O Superior Tribunal de Justiça negou nesta quarta-feira, 1º de julho de 2026, o habeas corpus protocolado pela defesa da influenciadora digital Deolane Bezerra. A decisão, assinada pelo ministro Ribeiro Dantas, mantém a prisão preventiva decretada em maio deste ano. O caso envolve acusações de lavagem de dinheiro ligadas à facção Primeiro Comando da Capital, o PCC.
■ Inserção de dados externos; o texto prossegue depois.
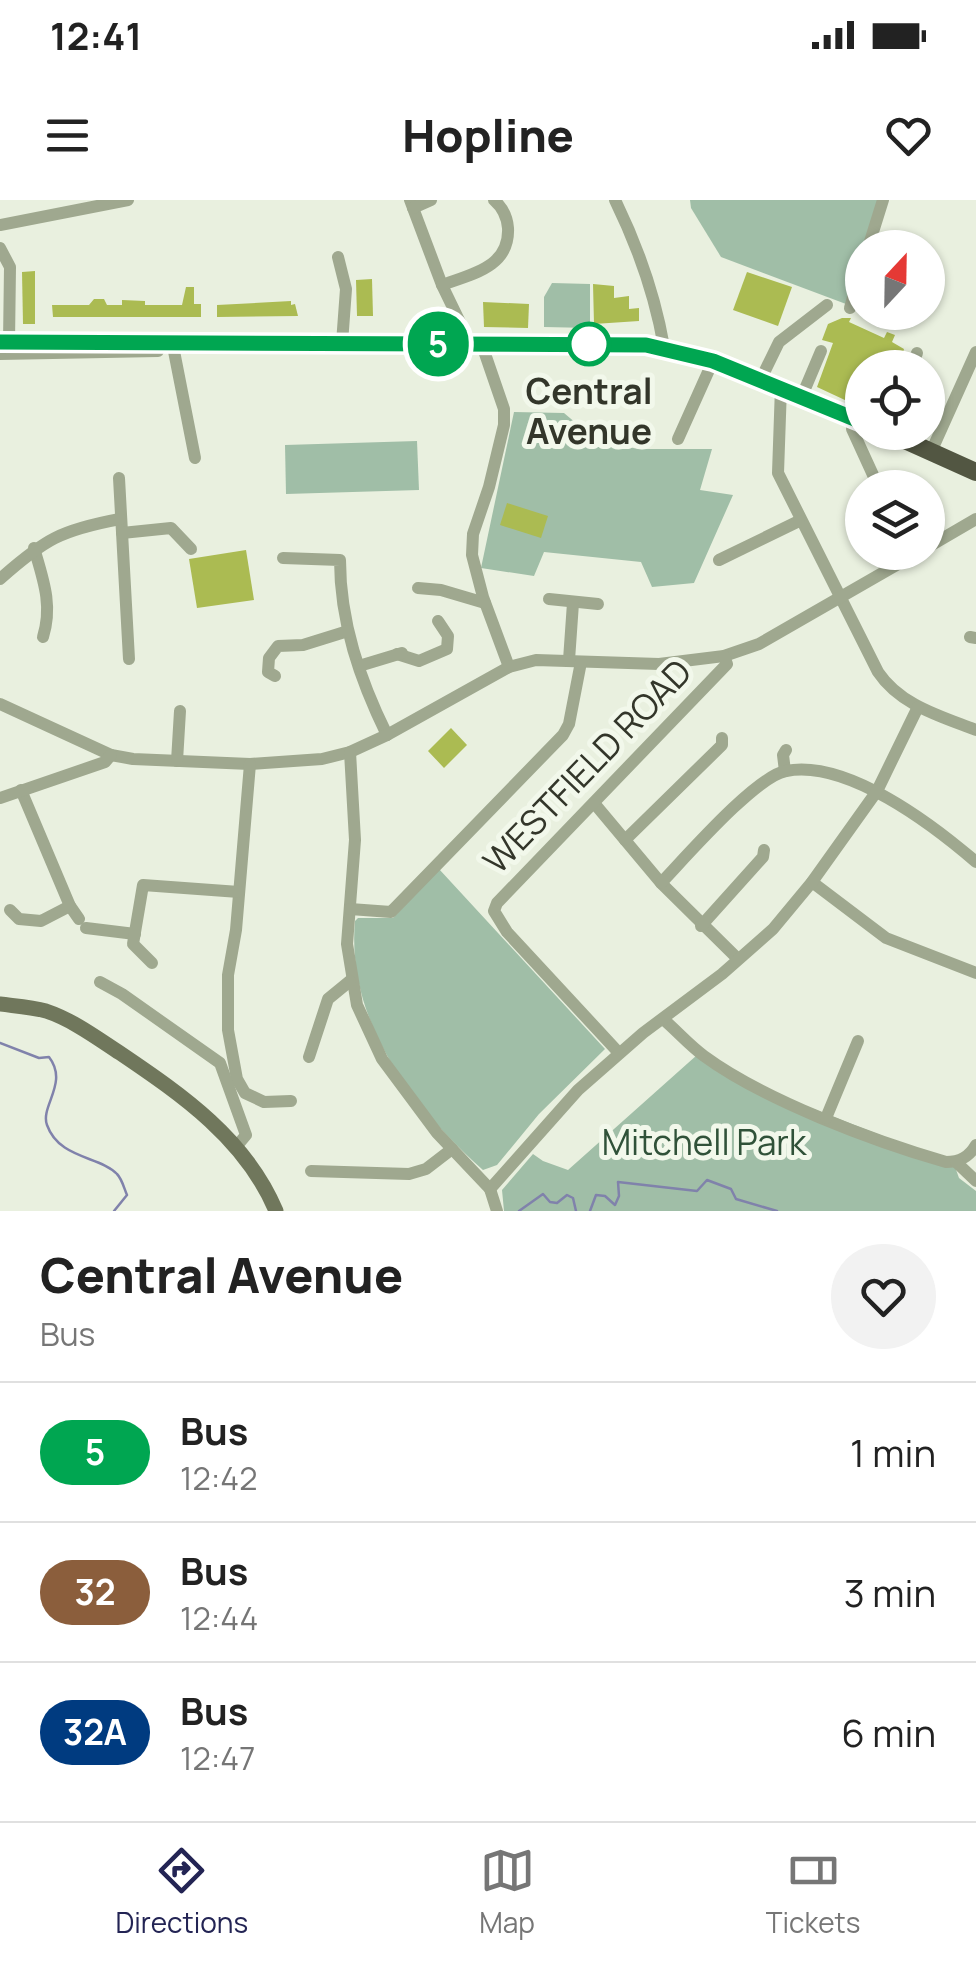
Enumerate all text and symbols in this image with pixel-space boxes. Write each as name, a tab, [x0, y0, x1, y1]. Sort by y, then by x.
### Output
text: 12:41	[50, 9, 142, 61]
text: Hopline	[402, 104, 574, 166]
icon: menu	[40, 108, 95, 163]
icon: heart	[881, 108, 936, 163]
north arrow	[845, 230, 945, 330]
map controls	[845, 230, 945, 570]
line badge: 5	[406, 312, 470, 376]
text: 5	[428, 320, 448, 368]
marker: Central Avenue	[568, 323, 610, 365]
button: locate	[845, 350, 945, 450]
place label: Central Avenue	[526, 367, 652, 455]
button: layers	[845, 470, 945, 570]
street label: WESTFIELD ROAD	[472, 648, 702, 884]
park label: Mitchell Park	[602, 1118, 808, 1166]
text: Central Avenue	[40, 1242, 403, 1307]
button: heart	[831, 1244, 936, 1349]
text: Bus	[40, 1312, 95, 1356]
text: Bus	[180, 1404, 248, 1456]
text: 1 min	[850, 1426, 936, 1478]
text: 5	[85, 1428, 105, 1476]
text: 12:42	[180, 1456, 257, 1500]
text: Bus	[180, 1544, 248, 1596]
text: 3 min	[844, 1566, 936, 1618]
text: 32	[74, 1568, 116, 1616]
text: 12:44	[180, 1596, 258, 1640]
text: Bus	[180, 1684, 248, 1736]
text: 6 min	[841, 1706, 936, 1758]
text: 32A	[63, 1708, 127, 1756]
text: 12:47	[180, 1736, 255, 1780]
tab: Directions	[116, 1843, 248, 1941]
tab: Map	[479, 1843, 535, 1941]
tab: Tickets	[766, 1843, 860, 1941]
Deolane Bezerra foi detida em 21 de maio de 2026 durante a Operação Vérnix, deflagrada pela Polícia Civil de São Paulo. As investigações apontam movimentações financeiras suspeitas que conectariam a influenciadora a membros da cúpula da organização criminosa, incluindo Marco Willians Herbas Camacho, conhecido como Marcola. O Ministério Público de São Paulo sustenta que os recursos teriam origem em atividades ilícitas da facção.
Decisão proferida em sigilo
O despacho que rejeitou o pedido de liberdade foi mantido em segredo de Justiça, conforme determinação do relator. A defesa alegava ausência de indícios suficientes para a manutenção da prisão, mas o ministro Ribeiro Dantas considerou os elementos apresentados pela acusação como suficientes para justificar a medida cautelar. A partir de agora, o processo segue seu curso regular na Justiça paulista.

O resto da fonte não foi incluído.